Summary: Europe is being drained by the patent industry (lawyers, judges, etc.) while the US gradually takes on the problem
“So Software isn’t Patentable in the EU but the EPO is ignoring the Law?”
That’s a comment made the other day by “AntiSoftwarePat” over at Twitter. Well, we have already shown many other instances where the EPO ignores the law — knowingly too — including the extension of patent scope (in order to artificially elevate patents count).

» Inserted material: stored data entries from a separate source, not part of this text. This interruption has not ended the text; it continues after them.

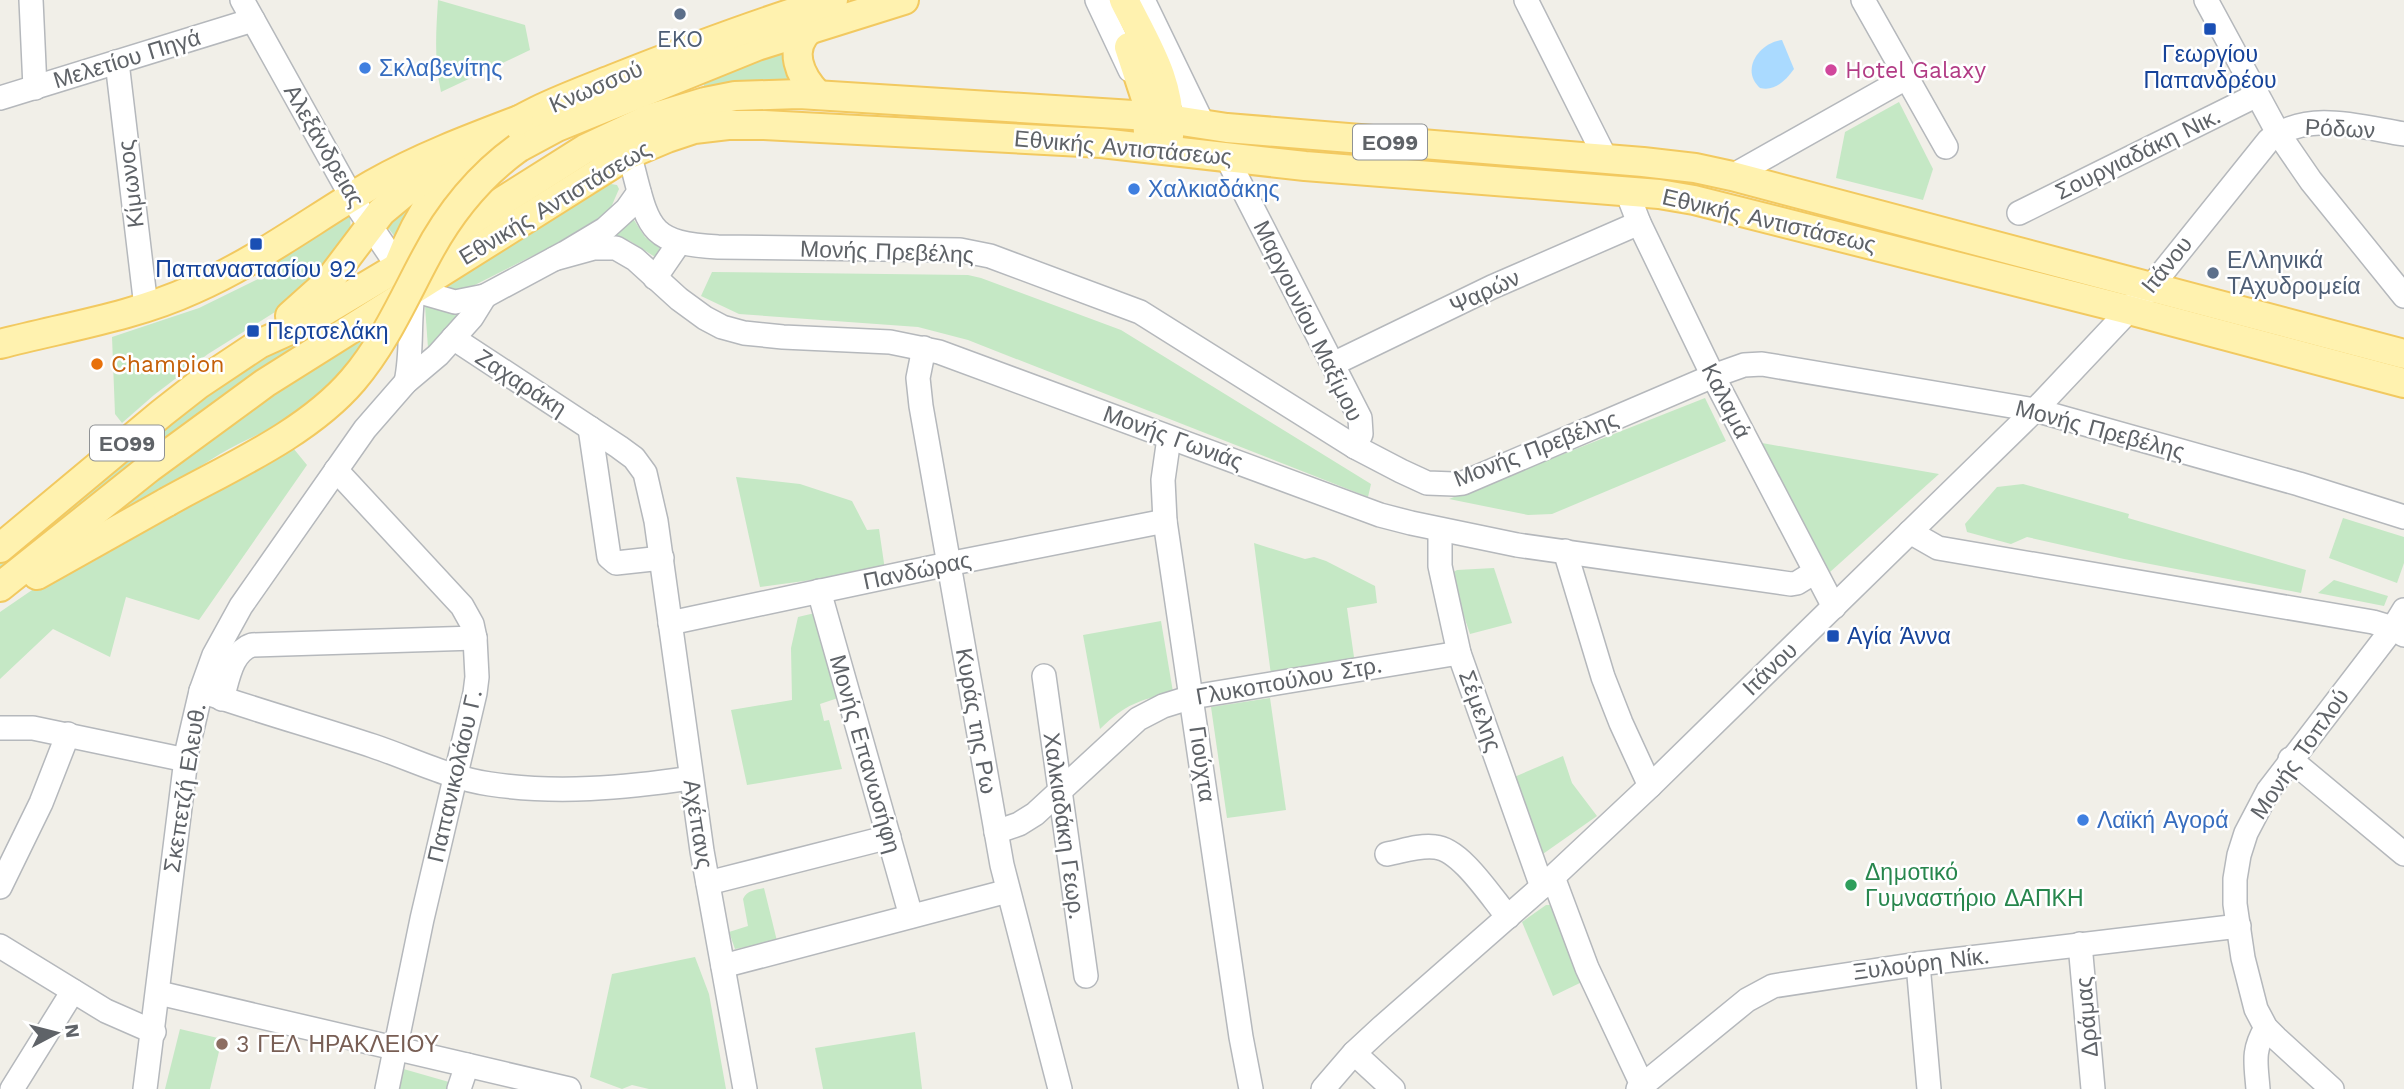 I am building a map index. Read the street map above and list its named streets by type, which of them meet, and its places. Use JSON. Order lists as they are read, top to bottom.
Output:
{
  "streets": {
    "main road": ["Κνωσσού", "ΕΟ99", "Εθνικής Αντιστάσεως"],
    "street": [
      "Μελετίου Πηγά",
      "Ρόδων",
      "Αλεξάνδρειας",
      "Σουργιαδάκη Νικ.",
      "Κίμωνος",
      "Μονής Πρεβέλης",
      "Ιτάνου",
      "Ψαρών",
      "Μαργουνίου Μαξίμου",
      "Ζαχαράκη",
      "Καλαμά",
      "Μονής Γωνιάς",
      "Πανδώρας",
      "Γλυκοπούλου Στρ.",
      "Σέμελης",
      "Κυράς της Ρω",
      "Μονής Επανωσήφη",
      "Μονής Τοπλού",
      "Γιούχτα",
      "Παπανικολάου Γ.",
      "Σκεπετζή Ελευθ.",
      "Αχέπανς",
      "Χαλκιαδάκη Γεωρ.",
      "Ξυλούρη Νίκ.",
      "Δράμας"
    ]
  },
  "crossings": [
    ["Μελετίου Πηγά", "Αλεξάνδρειας"],
    ["Μελετίου Πηγά", "Κίμωνος"],
    ["Κνωσσού", "Αλεξάνδρειας"],
    ["Κνωσσού", "Κίμωνος"],
    ["Ρόδων", "Ιτάνου"],
    ["ΕΟ99", "Εθνικής Αντιστάσεως"],
    ["Αλεξάνδρειας", "Εθνικής Αντιστάσεως"],
    ["Εθνικής Αντιστάσεως", "Ιτάνου"],
    ["Εθνικής Αντιστάσεως", "Μαργουνίου Μαξίμου"],
    ["Εθνικής Αντιστάσεως", "Καλαμά"],
    ["Μονής Πρεβέλης", "Ιτάνου"],
    ["Μονής Πρεβέλης", "Μαργουνίου Μαξίμου"],
    ["Μονής Πρεβέλης", "Καλαμά"],
    ["Ιτάνου", "Καλαμά"],
    ["Ιτάνου", "Σέμελης"],
    ["Ψαρών", "Μαργουνίου Μαξίμου"],
    ["Ψαρών", "Καλαμά"],
    ["Ζαχαράκη", "Σκεπετζή Ελευθ."],
    ["Ζαχαράκη", "Αχέπανς"],
    ["Καλαμά", "Μονής Γωνιάς"],
    ["Μονής Γωνιάς", "Σέμελης"],
    ["Μονής Γωνιάς", "Κυράς της Ρω"],
    ["Μονής Γωνιάς", "Γιούχτα"],
    ["Πανδώρας", "Κυράς της Ρω"],
    ["Πανδώρας", "Μονής Επανωσήφη"],
    ["Πανδώρας", "Γιούχτα"],
    ["Πανδώρας", "Αχέπανς"],
    ["Γλυκοπούλου Στρ.", "Σέμελης"],
    ["Γλυκοπούλου Στρ.", "Κυράς της Ρω"],
    ["Γλυκοπούλου Στρ.", "Γιούχτα"],
    ["Γλυκοπούλου Στρ.", "Χαλκιαδάκη Γεωρ."],
    ["Σέμελης", "Ξυλούρη Νίκ."],
    ["Μονής Τοπλού", "Ξυλούρη Νίκ."],
    ["Παπανικολάου Γ.", "Σκεπετζή Ελευθ."],
    ["Ξυλούρη Νίκ.", "Δράμας"]
  ],
  "places": {
    "other": [
      "EKO",
      "Σκλαβενίτης",
      "Hotel Galaxy",
      "Χαλκιαδάκης",
      "ΕΛληνικά ΤΑχυδρομεία",
      "Champion",
      "Λαϊκή Αγορά",
      "Δημοτικό Γυμναστήριο ΔΑΠΚΗ",
      "3 ΓΕΛ ΗΡΑΚΛΕΙΟΥ"
    ],
    "transit": [
      "Γεωργίου Παπανδρέου",
      "Παπαναστασίου 92",
      "Περτσελάκη",
      "Αγία Άννα"
    ]
  },
  "north": "right"
}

The Unitary Patent will take expansion of patent scope even further, transcending borders. “UK Unitary Patent ratification before Brexit referendum, Mr Cameron is taking risks by giving EU super patent powers,” wrote the FFII’s President regarding this new article about UK-IPO. “In a statement sent to Out-Law.com,” said the author, “the IPO ruled out ratification of the Agreement this year but said that it intends to complete the “domestic preparations” for ratification ahead of the UK referendum on whether the country should remain in the EU, which is scheduled for some time in 2017.”
So they are jumping the gun. The public isn’t even taken into account.
“Hey, let’s patent life,” some folks may think (they can make a lot of money from that). According to this article from a London-based blog of lawyers, “Life sciences come to life again, this time in Berlin”. To quote: “Arrangements are now being made for the training of judges, the provision of court facilities and the projecting of existing patenting and dispute resolution techniques on to a fresh canvas. This is a scenario in which the accumulated experience, knowledge and wisdom of the life science sector cannot be relied upon in the absence of rigorous double-checking against a new framework for patenting, new litigation rules and — this is going to hurt the most — a set of complex transitional provisions.”
This shows that Europe is rushing (even fast-tracking) these expansions without public consent. While the US is narrowing down patent scope, Europe seems to be expanding patent scope.
A new article from the US (CBS) asks: “What would ‘real’ patent reform look like?”
The author correctly points out that “last year, the US Supreme Court issued a number of patent-related decisions that drew modest limits around both the process and substance of newly created categories of patents, including for software and business methods. Courts and the Patent Office became more aggressive about rejecting or overturning applications that should never have been granted. As a result, the overheated market for low-quality patents collapsed.”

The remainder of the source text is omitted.